Thursday, February 17, 2011

4, or 5 , or 11 left

Sight. Quite simple, really. One of our 5 senses in the common vernacular, or 6, if you include psychic sense, or 12, if you are an anthroposophist. Don't ask, it's complicated. Anyways, sight. Lately, I have been loosing mine. The tv is blurry, I can't read the words on the screen, I can't drive at night, or on cloudy, rainy days, and, in fact, I can't really see the students in the back row of my classroom. Don't tell them that, because then God knows what they will get up to back there.

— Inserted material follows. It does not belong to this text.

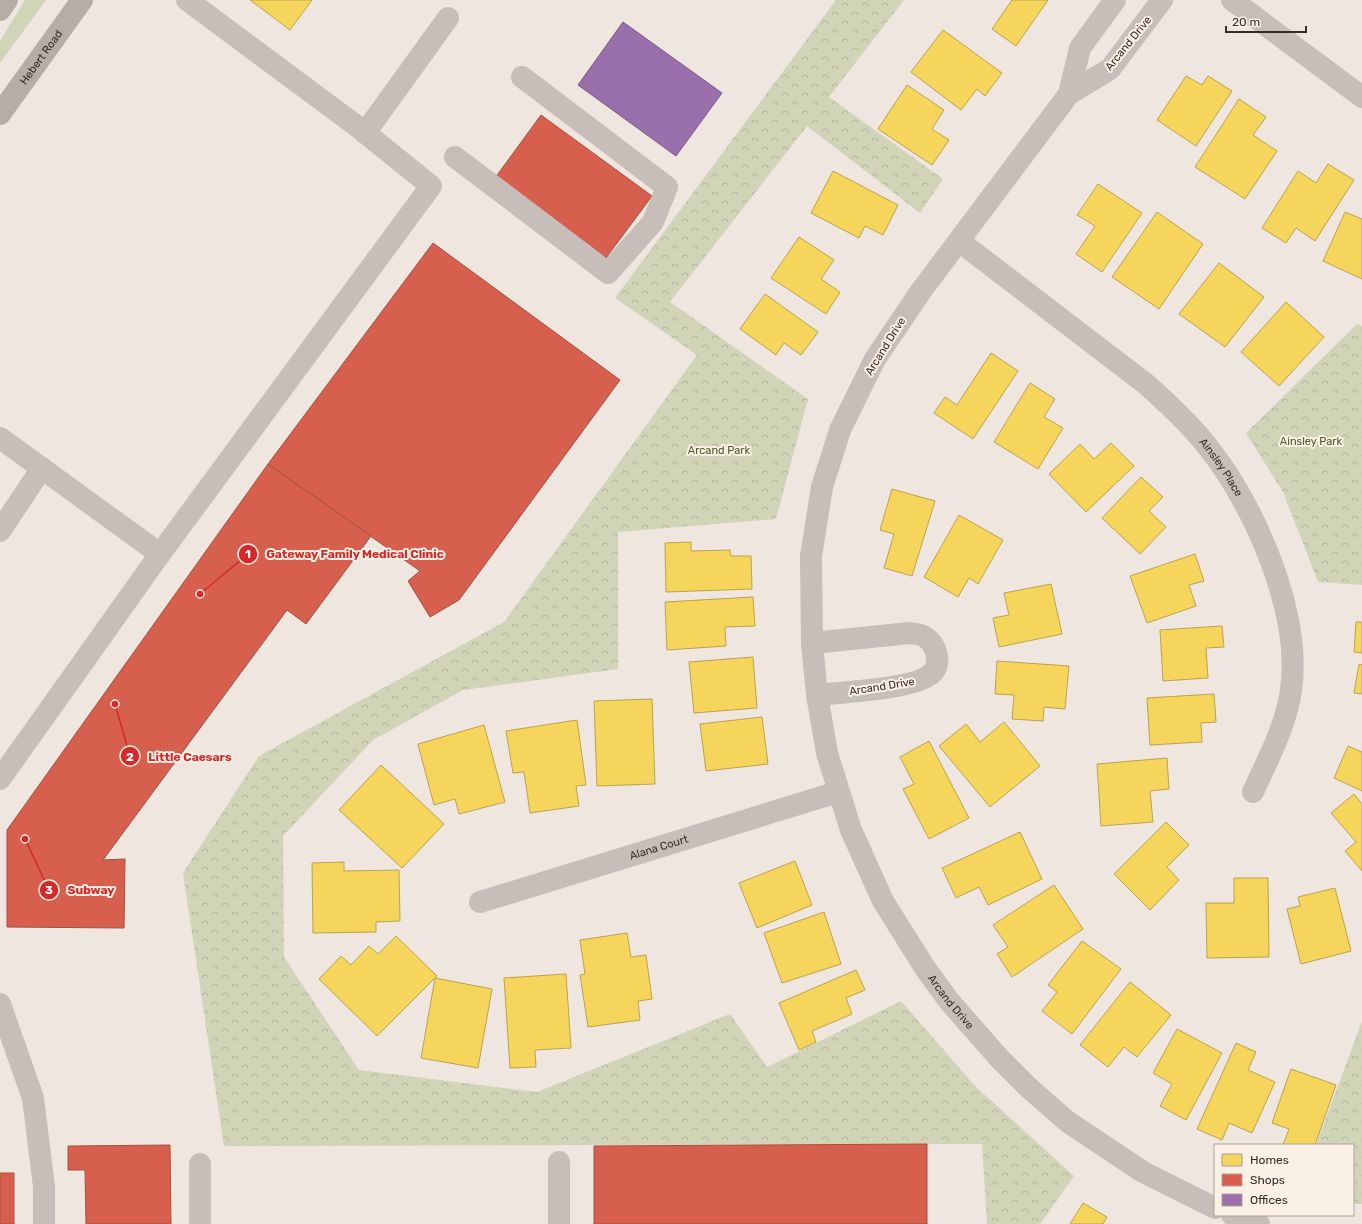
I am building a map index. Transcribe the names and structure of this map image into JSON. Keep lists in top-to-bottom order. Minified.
{"streets":{"main road":["Hebert Road"],"street":["Arcand Drive","Ainsley Place","Alana Court"]},"crossings":[["Arcand Drive","Ainsley Place"],["Arcand Drive","Alana Court"]],"parks":["Ainsley Park","Arcand Park"],"places":["Gateway Family Medical Clinic","Little Caesars","Subway"],"legend":["Homes","Shops","Offices"],"scale_bar":"20 m"}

Not being able to see makes me cranky and tired. It is so much effort to not be able to see the flipchart in a meeting, or the street sign, or the aisle signs in a grocery or department store. I remember a friend of mine saying that at the end of the day working in English, her second language, she was exhausted. My son, who spent 6 days in Quebec, surrounded by french only speakers, talked about how exhausting it was. Not being able to see is exhausting. It is like listening to a foreign language. All day! By 8 in the morning my eye is twitching with fatigue, and the cranky meter goes directly into the red zone. By 9:30 at night I am exhausted.

So, surgery is in the future. Hopefully, they say, replacing the lens to repair the cataract will improve my sight. Of course there are no guarantees. Well, when someone wants to cut into my eye, I would like guarantees. I know? Silly, right? I can be so unreasonable at times.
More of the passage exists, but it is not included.